• **How to complete this task**
Only one stretch of the data below should be repeated: the lines from the line containing "M17,609h23l-37,54 -2,-1 6,-17 3,-31 3,-4z" through the line containing "M579,0l56,47", inclusive, exactly as they are.
****************
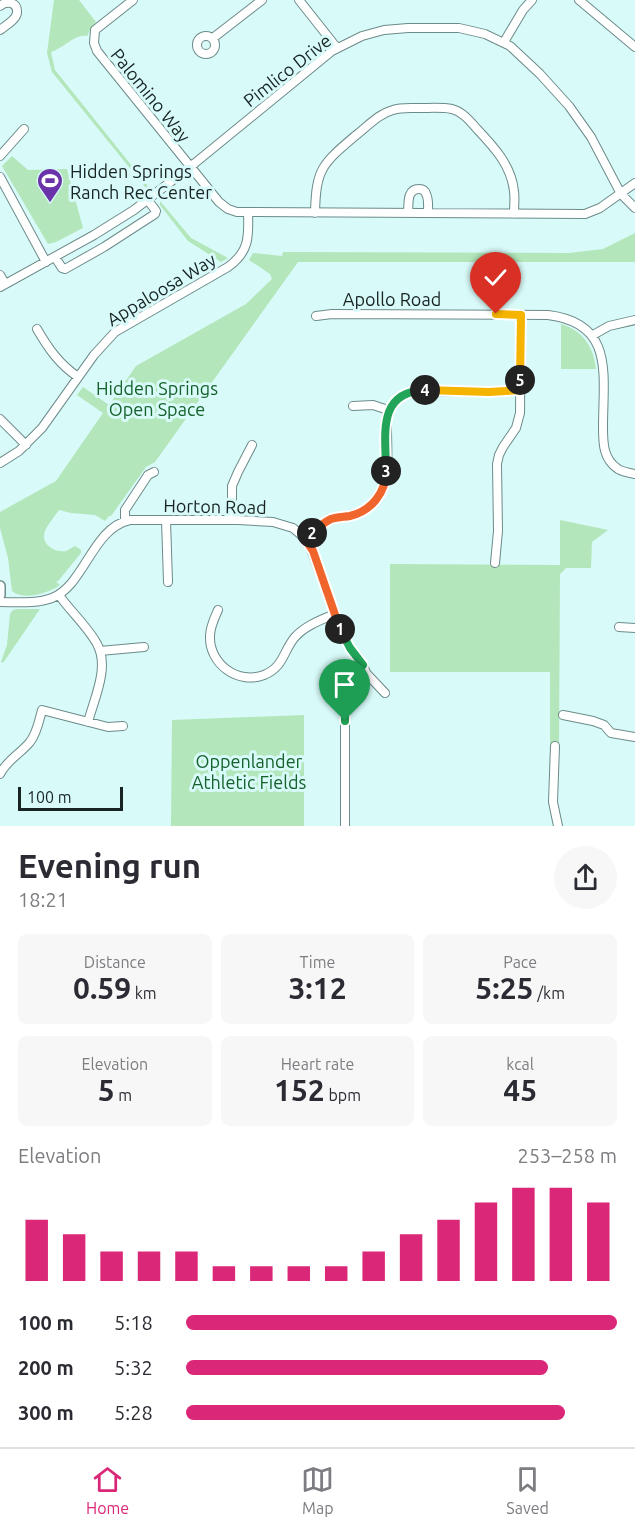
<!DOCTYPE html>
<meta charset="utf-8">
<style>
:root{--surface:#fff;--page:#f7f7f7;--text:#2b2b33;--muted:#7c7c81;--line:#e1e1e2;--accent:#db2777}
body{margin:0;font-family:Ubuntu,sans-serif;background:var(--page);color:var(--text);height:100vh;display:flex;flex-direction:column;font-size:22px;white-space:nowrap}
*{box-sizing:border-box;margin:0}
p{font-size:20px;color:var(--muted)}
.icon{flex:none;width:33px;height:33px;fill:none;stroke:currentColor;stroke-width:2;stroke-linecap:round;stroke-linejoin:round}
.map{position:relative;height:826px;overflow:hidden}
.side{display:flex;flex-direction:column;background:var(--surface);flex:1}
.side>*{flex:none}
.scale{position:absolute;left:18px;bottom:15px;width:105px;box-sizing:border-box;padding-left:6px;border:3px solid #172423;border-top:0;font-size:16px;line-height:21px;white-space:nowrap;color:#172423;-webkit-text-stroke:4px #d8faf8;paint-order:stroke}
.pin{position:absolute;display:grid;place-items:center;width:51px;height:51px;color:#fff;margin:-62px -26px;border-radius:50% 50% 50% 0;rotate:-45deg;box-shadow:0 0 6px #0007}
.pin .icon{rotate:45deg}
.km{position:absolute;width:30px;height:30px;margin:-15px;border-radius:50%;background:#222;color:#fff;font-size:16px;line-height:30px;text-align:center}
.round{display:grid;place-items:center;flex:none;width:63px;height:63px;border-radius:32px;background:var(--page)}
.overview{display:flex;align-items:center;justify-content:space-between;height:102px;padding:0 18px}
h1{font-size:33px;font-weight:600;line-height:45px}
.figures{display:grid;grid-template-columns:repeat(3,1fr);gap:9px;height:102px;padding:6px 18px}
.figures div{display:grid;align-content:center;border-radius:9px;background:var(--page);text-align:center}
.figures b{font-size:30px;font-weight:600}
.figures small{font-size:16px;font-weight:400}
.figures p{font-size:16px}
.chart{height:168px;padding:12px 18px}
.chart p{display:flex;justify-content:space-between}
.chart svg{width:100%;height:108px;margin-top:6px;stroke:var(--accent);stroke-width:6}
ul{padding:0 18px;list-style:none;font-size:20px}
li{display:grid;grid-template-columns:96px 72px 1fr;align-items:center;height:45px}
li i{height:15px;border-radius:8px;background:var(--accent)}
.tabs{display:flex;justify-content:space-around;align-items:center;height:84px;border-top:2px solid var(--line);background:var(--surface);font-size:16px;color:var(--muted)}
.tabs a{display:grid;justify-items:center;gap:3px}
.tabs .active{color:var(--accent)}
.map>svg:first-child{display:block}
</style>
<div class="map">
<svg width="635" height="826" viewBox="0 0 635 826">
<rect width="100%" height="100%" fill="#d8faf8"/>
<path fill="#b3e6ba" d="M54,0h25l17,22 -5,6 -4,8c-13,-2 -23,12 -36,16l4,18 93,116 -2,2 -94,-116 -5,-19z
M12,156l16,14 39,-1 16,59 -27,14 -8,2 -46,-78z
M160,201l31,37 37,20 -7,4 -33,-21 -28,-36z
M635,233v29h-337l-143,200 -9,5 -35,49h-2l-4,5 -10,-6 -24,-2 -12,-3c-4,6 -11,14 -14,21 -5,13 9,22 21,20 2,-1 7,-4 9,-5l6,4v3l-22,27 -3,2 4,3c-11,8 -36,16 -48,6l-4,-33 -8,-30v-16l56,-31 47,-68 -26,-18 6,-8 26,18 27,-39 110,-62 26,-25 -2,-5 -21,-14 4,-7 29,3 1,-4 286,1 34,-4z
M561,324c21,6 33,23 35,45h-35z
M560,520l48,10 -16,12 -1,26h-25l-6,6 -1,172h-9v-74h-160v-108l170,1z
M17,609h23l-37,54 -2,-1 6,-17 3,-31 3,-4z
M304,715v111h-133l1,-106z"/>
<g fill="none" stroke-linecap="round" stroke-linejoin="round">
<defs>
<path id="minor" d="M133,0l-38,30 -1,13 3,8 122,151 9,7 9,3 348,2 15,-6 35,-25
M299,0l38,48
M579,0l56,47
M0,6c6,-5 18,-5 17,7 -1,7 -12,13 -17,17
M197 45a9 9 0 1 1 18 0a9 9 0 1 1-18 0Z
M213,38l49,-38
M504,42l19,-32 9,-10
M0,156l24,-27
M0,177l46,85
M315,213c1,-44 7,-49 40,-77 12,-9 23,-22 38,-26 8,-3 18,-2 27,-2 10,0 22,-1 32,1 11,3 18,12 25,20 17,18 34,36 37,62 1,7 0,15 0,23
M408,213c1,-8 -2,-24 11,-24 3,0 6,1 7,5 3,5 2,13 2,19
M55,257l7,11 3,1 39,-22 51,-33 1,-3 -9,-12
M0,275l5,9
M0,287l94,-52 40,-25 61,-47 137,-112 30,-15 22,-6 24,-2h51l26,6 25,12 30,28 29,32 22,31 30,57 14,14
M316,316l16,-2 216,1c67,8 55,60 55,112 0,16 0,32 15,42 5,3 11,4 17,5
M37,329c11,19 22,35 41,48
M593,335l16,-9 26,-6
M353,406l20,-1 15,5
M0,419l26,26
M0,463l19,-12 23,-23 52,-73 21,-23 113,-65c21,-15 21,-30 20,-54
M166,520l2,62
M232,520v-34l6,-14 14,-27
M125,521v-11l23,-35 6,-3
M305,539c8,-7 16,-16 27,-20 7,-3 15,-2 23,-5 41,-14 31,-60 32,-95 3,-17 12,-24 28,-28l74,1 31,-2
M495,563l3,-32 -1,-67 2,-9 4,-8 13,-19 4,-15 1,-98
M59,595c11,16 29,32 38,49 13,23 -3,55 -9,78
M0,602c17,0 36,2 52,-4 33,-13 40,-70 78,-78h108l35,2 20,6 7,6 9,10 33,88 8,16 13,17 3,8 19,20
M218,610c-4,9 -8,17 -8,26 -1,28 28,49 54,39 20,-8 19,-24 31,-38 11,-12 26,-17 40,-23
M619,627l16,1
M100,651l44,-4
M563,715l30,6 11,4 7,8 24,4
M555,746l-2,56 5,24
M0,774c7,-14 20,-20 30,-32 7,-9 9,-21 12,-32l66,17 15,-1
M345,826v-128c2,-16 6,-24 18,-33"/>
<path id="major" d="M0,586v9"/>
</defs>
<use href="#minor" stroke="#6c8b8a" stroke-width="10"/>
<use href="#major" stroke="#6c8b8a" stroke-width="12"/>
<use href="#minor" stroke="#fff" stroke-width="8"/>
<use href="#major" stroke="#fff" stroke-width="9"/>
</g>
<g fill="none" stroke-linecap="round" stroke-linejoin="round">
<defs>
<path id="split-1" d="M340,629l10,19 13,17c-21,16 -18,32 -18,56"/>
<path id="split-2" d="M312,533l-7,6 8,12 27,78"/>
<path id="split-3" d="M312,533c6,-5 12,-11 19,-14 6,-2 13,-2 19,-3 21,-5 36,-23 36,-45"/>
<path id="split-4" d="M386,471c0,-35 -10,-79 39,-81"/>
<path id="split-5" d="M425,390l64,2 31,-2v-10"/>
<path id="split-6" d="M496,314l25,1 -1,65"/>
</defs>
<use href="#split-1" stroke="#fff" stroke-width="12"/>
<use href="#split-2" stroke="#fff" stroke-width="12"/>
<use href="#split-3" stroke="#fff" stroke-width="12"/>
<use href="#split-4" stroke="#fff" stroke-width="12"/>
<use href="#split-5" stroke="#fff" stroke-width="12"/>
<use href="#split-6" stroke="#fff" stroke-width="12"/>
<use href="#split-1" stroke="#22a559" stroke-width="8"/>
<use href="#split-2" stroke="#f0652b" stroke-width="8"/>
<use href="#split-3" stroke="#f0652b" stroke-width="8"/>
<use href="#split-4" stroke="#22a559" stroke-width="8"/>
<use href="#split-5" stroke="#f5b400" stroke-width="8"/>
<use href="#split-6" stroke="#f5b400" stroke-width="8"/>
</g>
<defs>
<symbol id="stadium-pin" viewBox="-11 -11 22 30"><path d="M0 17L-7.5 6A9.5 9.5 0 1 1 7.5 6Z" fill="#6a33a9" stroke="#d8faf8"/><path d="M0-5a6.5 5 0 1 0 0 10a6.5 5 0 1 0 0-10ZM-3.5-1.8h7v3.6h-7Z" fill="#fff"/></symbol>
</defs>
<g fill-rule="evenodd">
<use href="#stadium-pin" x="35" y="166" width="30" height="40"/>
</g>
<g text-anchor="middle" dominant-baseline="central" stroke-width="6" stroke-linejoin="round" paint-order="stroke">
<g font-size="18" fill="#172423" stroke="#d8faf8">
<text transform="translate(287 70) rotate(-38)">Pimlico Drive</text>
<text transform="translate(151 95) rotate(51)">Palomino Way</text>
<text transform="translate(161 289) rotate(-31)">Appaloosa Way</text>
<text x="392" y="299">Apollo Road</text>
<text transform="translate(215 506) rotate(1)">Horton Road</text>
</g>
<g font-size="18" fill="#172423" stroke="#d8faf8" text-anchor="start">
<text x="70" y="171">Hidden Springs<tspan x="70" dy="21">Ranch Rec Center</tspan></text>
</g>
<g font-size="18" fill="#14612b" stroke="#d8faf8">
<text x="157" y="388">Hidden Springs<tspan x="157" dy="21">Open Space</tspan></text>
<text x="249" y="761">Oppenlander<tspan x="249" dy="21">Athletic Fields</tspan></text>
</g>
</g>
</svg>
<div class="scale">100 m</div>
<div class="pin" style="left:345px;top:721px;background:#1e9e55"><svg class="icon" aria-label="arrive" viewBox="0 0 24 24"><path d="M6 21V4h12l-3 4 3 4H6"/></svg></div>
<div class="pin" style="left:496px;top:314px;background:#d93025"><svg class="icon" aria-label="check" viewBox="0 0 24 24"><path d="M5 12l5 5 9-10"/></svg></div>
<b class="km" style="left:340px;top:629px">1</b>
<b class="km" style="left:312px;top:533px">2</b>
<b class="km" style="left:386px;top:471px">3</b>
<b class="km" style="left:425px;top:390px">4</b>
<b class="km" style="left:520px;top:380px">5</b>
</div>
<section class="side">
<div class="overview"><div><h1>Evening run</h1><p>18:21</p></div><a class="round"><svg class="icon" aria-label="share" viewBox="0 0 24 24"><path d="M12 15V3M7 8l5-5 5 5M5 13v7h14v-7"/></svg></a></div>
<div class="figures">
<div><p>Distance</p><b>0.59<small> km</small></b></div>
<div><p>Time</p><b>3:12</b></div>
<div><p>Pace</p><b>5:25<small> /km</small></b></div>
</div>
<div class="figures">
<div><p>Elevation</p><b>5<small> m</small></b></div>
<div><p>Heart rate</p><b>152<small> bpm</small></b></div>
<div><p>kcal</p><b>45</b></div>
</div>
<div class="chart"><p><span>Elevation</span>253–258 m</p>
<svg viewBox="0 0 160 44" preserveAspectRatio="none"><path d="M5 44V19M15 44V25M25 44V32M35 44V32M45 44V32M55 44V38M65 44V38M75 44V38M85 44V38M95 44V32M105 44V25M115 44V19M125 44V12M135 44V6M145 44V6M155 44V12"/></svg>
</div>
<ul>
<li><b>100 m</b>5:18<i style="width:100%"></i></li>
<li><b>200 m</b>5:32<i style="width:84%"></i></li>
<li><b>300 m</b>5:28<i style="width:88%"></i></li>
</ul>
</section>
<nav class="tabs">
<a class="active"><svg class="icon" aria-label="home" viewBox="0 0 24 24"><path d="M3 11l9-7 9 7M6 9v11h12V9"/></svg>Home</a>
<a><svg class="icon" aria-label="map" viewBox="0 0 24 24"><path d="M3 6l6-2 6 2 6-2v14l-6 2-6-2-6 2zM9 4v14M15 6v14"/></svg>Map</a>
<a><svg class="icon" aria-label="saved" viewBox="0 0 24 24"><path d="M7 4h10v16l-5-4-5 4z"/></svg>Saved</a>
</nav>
****************
• **Reply to the task**
M17,609h23l-37,54 -2,-1 6,-17 3,-31 3,-4z
M304,715v111h-133l1,-106z"/>
<g fill="none" stroke-linecap="round" stroke-linejoin="round">
<defs>
<path id="minor" d="M133,0l-38,30 -1,13 3,8 122,151 9,7 9,3 348,2 15,-6 35,-25
M299,0l38,48
M579,0l56,47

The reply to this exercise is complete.